* **The task**: From the first line of the data through the line containing "0 3.5px,transparent 0", return each line exactly.

Records from a collection

○ ○ ○ ○ ○ ○ ○

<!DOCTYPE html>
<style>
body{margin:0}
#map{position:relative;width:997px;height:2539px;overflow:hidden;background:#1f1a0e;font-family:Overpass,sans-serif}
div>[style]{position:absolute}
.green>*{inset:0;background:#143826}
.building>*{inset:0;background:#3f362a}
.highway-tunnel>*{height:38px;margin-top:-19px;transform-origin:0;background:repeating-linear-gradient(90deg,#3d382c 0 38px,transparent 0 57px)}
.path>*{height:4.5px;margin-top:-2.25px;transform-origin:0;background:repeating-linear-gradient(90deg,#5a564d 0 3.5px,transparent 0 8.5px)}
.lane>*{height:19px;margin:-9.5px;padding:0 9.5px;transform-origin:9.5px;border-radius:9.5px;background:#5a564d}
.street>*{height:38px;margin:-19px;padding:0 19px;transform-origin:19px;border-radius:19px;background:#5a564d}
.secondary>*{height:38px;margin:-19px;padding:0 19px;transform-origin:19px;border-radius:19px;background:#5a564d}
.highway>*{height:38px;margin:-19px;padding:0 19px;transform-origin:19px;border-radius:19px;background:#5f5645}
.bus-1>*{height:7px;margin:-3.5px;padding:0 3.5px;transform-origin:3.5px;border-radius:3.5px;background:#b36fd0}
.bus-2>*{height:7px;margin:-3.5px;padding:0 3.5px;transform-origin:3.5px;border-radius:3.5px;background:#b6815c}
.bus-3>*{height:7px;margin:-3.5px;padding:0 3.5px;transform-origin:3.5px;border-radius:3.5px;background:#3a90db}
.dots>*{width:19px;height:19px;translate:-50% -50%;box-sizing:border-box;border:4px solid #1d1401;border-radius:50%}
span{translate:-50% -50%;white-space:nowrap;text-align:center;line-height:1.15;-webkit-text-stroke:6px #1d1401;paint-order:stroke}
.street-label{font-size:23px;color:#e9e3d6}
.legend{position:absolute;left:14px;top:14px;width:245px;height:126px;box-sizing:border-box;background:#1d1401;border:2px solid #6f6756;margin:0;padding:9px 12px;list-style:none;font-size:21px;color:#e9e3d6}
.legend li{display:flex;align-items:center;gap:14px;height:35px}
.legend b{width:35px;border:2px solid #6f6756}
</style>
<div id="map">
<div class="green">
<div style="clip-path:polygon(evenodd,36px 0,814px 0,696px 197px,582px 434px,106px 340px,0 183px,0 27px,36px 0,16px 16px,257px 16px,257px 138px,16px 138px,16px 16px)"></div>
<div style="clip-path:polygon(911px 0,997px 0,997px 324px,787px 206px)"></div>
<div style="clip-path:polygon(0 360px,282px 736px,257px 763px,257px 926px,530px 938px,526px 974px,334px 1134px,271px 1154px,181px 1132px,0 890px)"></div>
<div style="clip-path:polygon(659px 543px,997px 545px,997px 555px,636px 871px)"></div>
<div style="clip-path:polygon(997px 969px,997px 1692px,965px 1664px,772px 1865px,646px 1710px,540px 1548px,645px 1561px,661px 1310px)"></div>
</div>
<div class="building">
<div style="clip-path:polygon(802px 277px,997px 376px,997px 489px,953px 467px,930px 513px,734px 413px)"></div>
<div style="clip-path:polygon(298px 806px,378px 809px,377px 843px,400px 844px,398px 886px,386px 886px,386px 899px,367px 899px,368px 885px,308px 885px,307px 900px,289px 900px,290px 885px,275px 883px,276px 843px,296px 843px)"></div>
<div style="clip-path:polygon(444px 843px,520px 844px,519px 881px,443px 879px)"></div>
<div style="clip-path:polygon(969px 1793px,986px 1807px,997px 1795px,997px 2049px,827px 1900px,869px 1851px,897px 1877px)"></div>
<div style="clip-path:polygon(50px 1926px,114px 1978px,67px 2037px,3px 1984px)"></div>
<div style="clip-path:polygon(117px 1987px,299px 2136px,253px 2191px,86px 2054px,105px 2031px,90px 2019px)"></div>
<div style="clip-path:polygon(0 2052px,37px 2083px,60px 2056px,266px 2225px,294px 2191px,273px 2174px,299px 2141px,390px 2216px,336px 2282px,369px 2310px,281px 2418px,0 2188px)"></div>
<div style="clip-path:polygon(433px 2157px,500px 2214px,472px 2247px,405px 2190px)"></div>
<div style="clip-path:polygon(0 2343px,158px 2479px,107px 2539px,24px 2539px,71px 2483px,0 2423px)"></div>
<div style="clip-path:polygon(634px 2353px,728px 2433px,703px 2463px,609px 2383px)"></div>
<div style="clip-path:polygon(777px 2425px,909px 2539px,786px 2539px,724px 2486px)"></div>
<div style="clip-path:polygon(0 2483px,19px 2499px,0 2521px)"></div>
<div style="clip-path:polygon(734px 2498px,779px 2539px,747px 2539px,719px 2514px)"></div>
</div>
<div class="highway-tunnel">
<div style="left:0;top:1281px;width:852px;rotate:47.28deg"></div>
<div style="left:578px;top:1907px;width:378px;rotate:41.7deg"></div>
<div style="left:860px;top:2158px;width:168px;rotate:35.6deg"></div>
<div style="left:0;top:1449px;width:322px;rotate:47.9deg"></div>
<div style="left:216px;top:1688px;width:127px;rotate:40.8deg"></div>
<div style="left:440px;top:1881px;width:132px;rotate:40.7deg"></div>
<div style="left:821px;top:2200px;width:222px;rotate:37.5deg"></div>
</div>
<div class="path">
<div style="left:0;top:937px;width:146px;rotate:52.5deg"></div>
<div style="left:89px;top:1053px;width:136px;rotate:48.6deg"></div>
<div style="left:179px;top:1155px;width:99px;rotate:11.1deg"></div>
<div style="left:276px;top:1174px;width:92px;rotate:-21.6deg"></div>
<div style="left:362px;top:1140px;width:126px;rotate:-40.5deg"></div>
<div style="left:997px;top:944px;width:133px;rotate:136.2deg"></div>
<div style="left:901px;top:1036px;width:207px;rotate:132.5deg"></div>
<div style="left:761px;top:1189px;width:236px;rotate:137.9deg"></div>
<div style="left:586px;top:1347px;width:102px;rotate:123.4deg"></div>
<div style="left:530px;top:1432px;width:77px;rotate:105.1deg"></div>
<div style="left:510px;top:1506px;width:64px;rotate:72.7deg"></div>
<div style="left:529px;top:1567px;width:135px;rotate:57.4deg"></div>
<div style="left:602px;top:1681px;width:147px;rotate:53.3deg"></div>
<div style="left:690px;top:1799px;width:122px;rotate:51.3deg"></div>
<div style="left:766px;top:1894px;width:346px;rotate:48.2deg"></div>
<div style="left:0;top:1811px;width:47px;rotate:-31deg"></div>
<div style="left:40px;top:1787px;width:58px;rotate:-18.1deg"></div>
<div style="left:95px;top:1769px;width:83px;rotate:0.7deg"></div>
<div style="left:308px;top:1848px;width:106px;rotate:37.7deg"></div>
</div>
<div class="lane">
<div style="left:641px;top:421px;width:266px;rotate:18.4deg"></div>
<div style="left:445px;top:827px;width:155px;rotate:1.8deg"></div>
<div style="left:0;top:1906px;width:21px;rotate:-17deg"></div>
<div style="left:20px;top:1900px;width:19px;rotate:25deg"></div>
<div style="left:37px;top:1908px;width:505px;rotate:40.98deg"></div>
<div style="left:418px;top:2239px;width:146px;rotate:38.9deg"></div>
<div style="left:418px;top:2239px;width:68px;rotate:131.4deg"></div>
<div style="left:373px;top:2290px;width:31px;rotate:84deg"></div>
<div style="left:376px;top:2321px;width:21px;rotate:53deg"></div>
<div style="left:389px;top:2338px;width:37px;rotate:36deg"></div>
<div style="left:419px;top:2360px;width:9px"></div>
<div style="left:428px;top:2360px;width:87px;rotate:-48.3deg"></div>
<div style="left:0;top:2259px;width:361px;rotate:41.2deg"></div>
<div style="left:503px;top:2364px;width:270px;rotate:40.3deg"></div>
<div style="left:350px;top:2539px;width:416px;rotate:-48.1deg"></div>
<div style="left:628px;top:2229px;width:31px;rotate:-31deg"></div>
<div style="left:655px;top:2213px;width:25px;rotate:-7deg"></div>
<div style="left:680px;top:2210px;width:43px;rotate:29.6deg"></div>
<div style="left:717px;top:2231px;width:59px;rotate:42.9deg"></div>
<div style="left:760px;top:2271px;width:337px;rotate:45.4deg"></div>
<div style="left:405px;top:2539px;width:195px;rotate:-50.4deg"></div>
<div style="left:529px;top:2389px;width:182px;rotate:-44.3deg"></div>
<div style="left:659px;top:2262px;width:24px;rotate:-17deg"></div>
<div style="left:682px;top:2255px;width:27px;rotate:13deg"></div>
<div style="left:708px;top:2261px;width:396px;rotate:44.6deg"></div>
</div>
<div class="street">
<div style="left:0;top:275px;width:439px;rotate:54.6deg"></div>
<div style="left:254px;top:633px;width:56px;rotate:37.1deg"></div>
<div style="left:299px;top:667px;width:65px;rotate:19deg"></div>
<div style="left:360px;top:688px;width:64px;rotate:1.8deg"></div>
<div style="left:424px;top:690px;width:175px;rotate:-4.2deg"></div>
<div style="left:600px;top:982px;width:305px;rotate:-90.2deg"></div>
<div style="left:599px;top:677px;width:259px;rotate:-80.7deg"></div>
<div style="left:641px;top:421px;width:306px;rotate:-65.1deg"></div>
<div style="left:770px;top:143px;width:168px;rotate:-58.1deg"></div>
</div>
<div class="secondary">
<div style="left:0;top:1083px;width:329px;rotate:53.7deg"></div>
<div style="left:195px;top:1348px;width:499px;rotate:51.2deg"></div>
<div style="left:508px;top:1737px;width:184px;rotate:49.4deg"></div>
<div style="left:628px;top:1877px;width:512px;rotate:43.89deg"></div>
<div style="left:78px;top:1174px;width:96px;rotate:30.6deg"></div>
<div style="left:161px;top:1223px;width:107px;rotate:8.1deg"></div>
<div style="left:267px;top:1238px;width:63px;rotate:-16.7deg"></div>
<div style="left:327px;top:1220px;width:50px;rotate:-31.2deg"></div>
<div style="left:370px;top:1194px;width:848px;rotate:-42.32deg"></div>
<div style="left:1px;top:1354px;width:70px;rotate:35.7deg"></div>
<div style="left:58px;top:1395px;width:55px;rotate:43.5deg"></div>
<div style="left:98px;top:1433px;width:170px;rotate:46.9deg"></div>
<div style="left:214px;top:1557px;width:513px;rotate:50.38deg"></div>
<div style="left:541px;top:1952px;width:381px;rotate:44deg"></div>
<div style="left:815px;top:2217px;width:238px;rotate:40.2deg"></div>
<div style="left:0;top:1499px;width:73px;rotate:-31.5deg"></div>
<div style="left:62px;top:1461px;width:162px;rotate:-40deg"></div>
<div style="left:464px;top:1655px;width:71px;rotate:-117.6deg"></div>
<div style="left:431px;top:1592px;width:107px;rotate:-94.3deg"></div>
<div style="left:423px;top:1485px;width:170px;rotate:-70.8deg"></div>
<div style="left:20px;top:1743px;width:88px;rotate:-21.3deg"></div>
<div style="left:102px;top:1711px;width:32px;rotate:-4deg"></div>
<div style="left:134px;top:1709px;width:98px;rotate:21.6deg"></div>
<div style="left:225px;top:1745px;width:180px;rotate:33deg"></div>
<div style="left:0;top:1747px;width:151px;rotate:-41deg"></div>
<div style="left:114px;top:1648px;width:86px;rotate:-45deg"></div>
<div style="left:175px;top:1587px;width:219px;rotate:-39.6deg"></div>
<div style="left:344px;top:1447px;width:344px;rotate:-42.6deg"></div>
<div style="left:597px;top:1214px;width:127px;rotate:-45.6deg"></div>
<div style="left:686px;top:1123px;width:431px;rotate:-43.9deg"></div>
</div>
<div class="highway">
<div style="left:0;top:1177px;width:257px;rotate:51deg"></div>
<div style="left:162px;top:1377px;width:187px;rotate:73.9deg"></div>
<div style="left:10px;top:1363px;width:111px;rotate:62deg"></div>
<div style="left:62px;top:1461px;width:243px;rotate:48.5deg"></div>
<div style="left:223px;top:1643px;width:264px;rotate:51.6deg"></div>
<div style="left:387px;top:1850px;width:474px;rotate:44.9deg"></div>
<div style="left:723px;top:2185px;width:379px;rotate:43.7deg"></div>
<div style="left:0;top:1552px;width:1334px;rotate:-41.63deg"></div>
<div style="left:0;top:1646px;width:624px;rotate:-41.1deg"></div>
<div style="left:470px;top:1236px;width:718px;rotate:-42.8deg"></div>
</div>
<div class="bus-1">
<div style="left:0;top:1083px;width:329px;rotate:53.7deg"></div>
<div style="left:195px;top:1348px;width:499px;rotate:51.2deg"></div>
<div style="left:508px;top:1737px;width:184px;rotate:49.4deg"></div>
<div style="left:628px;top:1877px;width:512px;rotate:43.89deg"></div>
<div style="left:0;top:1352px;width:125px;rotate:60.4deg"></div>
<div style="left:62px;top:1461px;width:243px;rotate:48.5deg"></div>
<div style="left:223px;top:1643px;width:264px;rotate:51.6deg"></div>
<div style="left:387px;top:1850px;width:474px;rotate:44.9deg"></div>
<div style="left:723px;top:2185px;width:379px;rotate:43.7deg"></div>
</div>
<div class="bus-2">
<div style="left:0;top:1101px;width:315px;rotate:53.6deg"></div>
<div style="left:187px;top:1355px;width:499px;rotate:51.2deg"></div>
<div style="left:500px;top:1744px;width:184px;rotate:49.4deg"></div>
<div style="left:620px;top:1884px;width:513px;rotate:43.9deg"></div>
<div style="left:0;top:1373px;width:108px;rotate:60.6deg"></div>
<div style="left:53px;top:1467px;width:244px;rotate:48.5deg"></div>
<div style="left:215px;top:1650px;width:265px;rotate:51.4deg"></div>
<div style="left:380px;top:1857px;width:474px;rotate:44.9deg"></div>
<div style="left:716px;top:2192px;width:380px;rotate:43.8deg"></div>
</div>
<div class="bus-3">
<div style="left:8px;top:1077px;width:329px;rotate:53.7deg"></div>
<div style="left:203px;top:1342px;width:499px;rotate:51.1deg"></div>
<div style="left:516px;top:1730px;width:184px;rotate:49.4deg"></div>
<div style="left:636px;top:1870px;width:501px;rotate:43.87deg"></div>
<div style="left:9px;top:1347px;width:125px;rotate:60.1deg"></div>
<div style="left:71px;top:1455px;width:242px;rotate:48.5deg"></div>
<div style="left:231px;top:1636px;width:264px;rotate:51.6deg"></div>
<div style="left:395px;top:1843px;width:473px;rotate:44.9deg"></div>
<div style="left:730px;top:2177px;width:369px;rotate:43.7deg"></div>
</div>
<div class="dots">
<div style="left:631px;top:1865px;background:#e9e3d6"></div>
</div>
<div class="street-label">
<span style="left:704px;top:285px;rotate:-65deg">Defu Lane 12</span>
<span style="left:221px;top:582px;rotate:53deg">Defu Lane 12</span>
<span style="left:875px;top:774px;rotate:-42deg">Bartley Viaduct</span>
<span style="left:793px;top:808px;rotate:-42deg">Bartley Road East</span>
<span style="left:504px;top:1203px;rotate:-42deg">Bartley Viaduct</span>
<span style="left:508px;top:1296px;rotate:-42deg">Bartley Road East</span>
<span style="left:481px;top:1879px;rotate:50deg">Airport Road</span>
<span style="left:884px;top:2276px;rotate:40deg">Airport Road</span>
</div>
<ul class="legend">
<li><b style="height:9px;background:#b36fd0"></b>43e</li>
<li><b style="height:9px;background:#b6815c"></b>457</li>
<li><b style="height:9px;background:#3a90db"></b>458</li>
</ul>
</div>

○ ○ ○ ○ ○ ○ ○

* **Reply to the task**:
<!DOCTYPE html>
<style>
body{margin:0}
#map{position:relative;width:997px;height:2539px;overflow:hidden;background:#1f1a0e;font-family:Overpass,sans-serif}
div>[style]{position:absolute}
.green>*{inset:0;background:#143826}
.building>*{inset:0;background:#3f362a}
.highway-tunnel>*{height:38px;margin-top:-19px;transform-origin:0;background:repeating-linear-gradient(90deg,#3d382c 0 38px,transparent 0 57px)}
.path>*{height:4.5px;margin-top:-2.25px;transform-origin:0;background:repeating-linear-gradient(90deg,#5a564d 0 3.5px,transparent 0 8.5px)}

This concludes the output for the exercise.